In contrast, Paccione et al. (90) compared active taVNS, sham taVNS, and meditative diaphragmatic breathing in 116 FMs patients. They found no significant changes in heart rate variability (HRV) or average pain intensity across groups, though some improvements in FMs severity and current pain were noted. The study highlighted challenges in measuring vagal tone via short-term HRV and raised questions about the specificity of taVNS effects in FMs. More recently, Abdel-Baset et al. (91) evaluated taVNS alongside pain neuroscience education (PNE) in 99 FMs patients. Their results indicated that the combination of taVNS and PNE led to superior outcomes in pain, catastrophizing, anxiety, and functional impact compared to either intervention alone. This supports the potential of taVNS as part of a multimodal therapeutic approach. Collectively, these studies underscore the promise of taVNS as a non-invasive neuromodulatory tool for FMs, while also highlighting the need for optimized stimulation parameters, longer treatment durations, and combination strategies to maximize therapeutic outcomes.

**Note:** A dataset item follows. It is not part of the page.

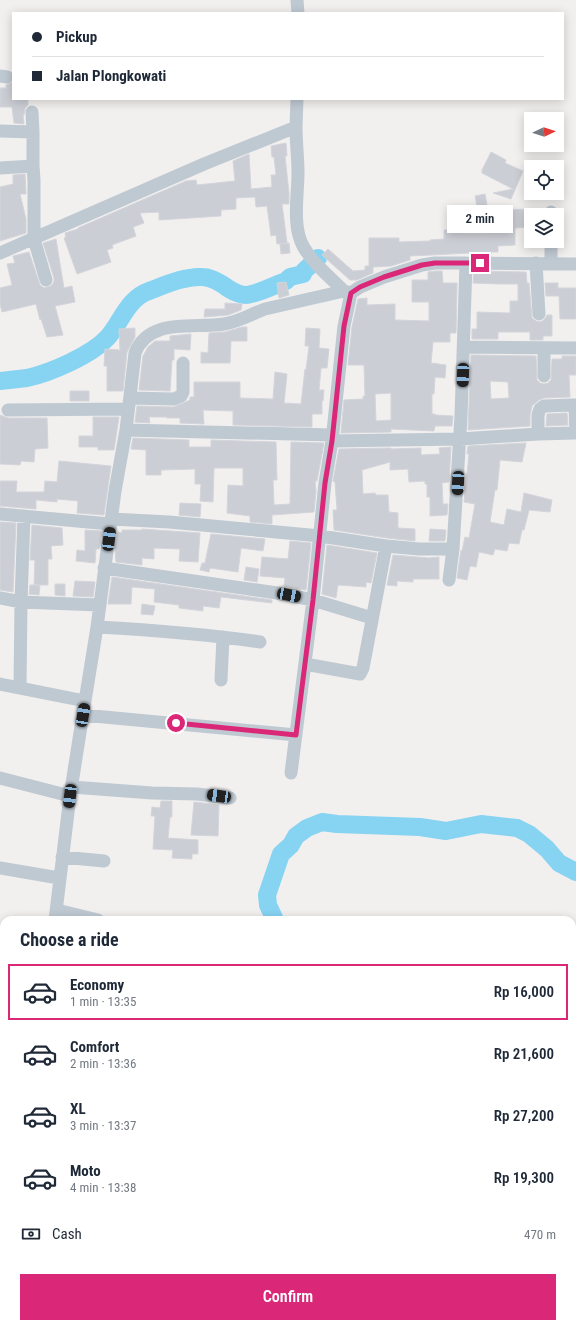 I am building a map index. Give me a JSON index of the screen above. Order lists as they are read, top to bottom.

Potential mechanisms of action of taVNS in chronic pain management
5
TaVNS demonstrates multi-target analgesic effects in chronic pain management, primarily achieved through six interrelated mechanismsdemonstrates multi-target analgesic effects in chronic pain management, primarily achieved through six interrelated mechanisms—activating central pain modulation pathways, regulating cholinergic anti-inflammatory pathways, modulating autonomic nervous system and emotional brain regions, reshaping functional connectivity within central pain networks, adjusting neurotransmitter and neuropeptide balance, and inhibiting peripheral and central sensitization (Figure 3). These mechanisms collectively exert therapeutic effects on chronic pain by modulating key pathophysiological components of pain transmission. The following sections provide a systematic review of each mechanism based on existing research evidence.
Potential mechanisms of action of taVNS in chronic pain management. Amy, amygdala; DMN, default mode network; Hip, hippocampus; NTS, nucleus tractus solitarius; PAG, periaqueductal gray; PFC, prefrontal cortex; RVM, rostral ventromedial medulla; SMN, somatosensory motor network; SN, salience network.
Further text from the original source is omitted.